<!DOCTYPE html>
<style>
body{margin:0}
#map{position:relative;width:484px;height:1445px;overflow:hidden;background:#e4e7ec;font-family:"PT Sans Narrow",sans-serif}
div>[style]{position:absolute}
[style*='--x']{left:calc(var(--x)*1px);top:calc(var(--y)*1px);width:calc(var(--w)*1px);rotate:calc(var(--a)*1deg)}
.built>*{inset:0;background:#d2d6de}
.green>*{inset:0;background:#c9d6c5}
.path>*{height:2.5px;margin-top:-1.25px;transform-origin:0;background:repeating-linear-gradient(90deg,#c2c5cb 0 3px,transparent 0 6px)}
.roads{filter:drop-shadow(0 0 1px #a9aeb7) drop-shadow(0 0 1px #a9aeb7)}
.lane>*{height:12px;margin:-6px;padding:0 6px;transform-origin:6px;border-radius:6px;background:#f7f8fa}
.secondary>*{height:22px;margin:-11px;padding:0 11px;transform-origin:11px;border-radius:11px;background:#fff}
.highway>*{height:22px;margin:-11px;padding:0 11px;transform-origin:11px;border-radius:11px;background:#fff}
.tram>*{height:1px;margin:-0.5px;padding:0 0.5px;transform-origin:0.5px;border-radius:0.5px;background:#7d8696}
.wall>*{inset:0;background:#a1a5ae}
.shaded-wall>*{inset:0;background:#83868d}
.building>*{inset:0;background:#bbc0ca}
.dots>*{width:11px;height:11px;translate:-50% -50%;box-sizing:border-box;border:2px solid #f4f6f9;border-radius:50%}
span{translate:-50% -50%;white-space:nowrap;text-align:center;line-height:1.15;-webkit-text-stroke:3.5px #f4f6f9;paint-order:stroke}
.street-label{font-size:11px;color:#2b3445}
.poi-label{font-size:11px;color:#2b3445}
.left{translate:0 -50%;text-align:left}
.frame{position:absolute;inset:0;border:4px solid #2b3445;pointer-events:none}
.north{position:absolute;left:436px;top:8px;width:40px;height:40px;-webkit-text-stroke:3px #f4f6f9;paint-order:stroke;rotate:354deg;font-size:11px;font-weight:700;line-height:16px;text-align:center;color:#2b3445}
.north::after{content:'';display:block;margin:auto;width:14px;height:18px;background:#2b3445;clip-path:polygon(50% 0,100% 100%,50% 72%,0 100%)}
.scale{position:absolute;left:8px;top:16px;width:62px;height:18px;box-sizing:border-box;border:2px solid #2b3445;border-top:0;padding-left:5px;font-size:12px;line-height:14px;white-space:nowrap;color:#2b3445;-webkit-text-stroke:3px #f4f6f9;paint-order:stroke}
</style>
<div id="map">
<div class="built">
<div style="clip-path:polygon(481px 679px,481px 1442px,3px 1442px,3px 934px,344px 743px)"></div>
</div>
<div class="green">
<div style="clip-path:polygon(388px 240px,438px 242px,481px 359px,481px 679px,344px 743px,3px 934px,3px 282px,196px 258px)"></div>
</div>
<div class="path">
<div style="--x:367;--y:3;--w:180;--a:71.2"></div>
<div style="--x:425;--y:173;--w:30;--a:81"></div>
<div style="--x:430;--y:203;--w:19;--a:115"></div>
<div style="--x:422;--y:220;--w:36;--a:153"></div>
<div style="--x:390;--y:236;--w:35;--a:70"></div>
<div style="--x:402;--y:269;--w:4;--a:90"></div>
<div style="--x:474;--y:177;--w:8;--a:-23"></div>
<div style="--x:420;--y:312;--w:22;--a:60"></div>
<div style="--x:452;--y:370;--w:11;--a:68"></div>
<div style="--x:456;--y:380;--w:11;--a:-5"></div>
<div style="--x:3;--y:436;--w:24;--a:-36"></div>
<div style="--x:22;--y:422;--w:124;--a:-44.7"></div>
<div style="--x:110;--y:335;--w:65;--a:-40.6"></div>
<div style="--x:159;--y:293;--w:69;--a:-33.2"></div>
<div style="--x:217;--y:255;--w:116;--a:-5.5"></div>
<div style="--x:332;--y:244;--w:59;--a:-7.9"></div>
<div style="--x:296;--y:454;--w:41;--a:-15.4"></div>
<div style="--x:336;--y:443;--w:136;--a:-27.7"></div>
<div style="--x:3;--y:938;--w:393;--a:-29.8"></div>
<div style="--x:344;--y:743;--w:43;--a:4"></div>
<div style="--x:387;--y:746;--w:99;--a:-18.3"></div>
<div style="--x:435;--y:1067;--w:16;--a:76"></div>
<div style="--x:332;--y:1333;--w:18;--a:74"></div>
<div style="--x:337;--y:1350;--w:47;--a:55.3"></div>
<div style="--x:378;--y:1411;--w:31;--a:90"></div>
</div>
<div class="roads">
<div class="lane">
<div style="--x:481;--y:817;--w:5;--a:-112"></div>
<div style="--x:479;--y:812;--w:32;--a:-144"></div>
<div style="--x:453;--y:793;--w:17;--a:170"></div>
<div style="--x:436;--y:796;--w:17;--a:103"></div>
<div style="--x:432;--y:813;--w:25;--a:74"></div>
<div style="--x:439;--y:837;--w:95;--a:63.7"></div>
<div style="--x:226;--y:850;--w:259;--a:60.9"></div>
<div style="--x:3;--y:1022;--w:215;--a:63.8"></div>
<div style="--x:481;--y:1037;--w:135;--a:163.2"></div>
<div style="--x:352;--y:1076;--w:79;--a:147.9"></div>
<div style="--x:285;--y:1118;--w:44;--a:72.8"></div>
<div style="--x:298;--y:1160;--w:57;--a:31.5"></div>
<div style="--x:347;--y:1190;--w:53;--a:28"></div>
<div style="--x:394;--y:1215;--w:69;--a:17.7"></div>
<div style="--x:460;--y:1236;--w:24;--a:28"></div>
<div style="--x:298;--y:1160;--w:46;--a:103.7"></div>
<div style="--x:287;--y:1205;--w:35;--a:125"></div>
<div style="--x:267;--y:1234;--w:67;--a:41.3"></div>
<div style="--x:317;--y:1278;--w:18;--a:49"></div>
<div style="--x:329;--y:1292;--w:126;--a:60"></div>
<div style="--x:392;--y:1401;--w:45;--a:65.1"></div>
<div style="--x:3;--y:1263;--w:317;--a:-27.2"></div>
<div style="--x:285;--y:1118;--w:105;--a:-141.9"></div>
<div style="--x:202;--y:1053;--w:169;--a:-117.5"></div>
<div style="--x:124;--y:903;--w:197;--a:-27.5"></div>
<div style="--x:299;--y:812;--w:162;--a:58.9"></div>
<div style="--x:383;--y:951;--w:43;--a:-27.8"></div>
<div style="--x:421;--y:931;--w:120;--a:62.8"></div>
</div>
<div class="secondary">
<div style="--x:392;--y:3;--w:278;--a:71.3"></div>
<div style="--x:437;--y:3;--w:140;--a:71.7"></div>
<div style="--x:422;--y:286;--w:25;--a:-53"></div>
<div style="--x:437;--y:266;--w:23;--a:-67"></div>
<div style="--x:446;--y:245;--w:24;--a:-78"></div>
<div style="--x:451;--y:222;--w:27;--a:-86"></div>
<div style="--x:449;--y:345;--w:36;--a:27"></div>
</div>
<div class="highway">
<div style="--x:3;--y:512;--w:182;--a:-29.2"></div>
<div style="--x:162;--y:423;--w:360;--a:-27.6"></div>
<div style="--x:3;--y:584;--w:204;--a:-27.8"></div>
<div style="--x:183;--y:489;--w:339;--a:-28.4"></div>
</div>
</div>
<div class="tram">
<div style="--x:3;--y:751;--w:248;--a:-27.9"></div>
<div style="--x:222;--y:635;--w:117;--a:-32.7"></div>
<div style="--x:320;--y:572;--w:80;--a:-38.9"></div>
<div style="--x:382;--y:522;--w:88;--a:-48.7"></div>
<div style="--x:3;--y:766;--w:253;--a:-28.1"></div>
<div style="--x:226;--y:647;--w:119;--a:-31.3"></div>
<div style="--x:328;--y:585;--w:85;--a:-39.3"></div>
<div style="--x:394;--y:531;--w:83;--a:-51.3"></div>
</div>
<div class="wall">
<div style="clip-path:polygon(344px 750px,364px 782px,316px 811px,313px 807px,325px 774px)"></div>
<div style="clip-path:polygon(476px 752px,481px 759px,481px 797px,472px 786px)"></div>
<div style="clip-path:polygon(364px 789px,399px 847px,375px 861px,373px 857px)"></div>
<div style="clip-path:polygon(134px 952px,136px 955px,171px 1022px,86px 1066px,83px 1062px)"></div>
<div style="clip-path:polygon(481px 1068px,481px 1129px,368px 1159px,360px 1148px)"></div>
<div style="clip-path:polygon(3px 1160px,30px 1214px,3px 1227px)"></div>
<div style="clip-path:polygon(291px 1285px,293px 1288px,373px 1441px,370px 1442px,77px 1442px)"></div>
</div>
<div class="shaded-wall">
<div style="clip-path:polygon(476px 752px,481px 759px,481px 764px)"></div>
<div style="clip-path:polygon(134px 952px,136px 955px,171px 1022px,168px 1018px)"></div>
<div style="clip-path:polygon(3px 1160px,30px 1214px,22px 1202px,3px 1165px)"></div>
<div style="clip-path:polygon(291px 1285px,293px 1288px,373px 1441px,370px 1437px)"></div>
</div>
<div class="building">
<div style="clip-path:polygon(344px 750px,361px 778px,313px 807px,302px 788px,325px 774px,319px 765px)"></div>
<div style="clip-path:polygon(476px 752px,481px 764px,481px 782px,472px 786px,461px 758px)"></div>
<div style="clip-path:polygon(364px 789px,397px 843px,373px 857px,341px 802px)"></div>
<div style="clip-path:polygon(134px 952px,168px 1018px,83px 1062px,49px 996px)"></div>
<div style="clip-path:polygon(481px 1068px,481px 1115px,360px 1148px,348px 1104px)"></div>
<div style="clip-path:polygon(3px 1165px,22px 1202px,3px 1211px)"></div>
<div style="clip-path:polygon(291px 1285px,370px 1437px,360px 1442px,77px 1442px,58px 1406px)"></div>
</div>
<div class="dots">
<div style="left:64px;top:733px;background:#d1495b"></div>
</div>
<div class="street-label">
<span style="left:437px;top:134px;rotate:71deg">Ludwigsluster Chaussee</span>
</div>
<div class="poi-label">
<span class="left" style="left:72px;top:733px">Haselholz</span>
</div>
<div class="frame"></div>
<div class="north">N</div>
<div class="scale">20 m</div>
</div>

────────────────────────────────────────

Exercise goal:
Pick out every line above that holds the word "shaded" and copy it.

Answer for this exercise:
.shaded-wall>*{inset:0;background:#83868d}
<div class="shaded-wall">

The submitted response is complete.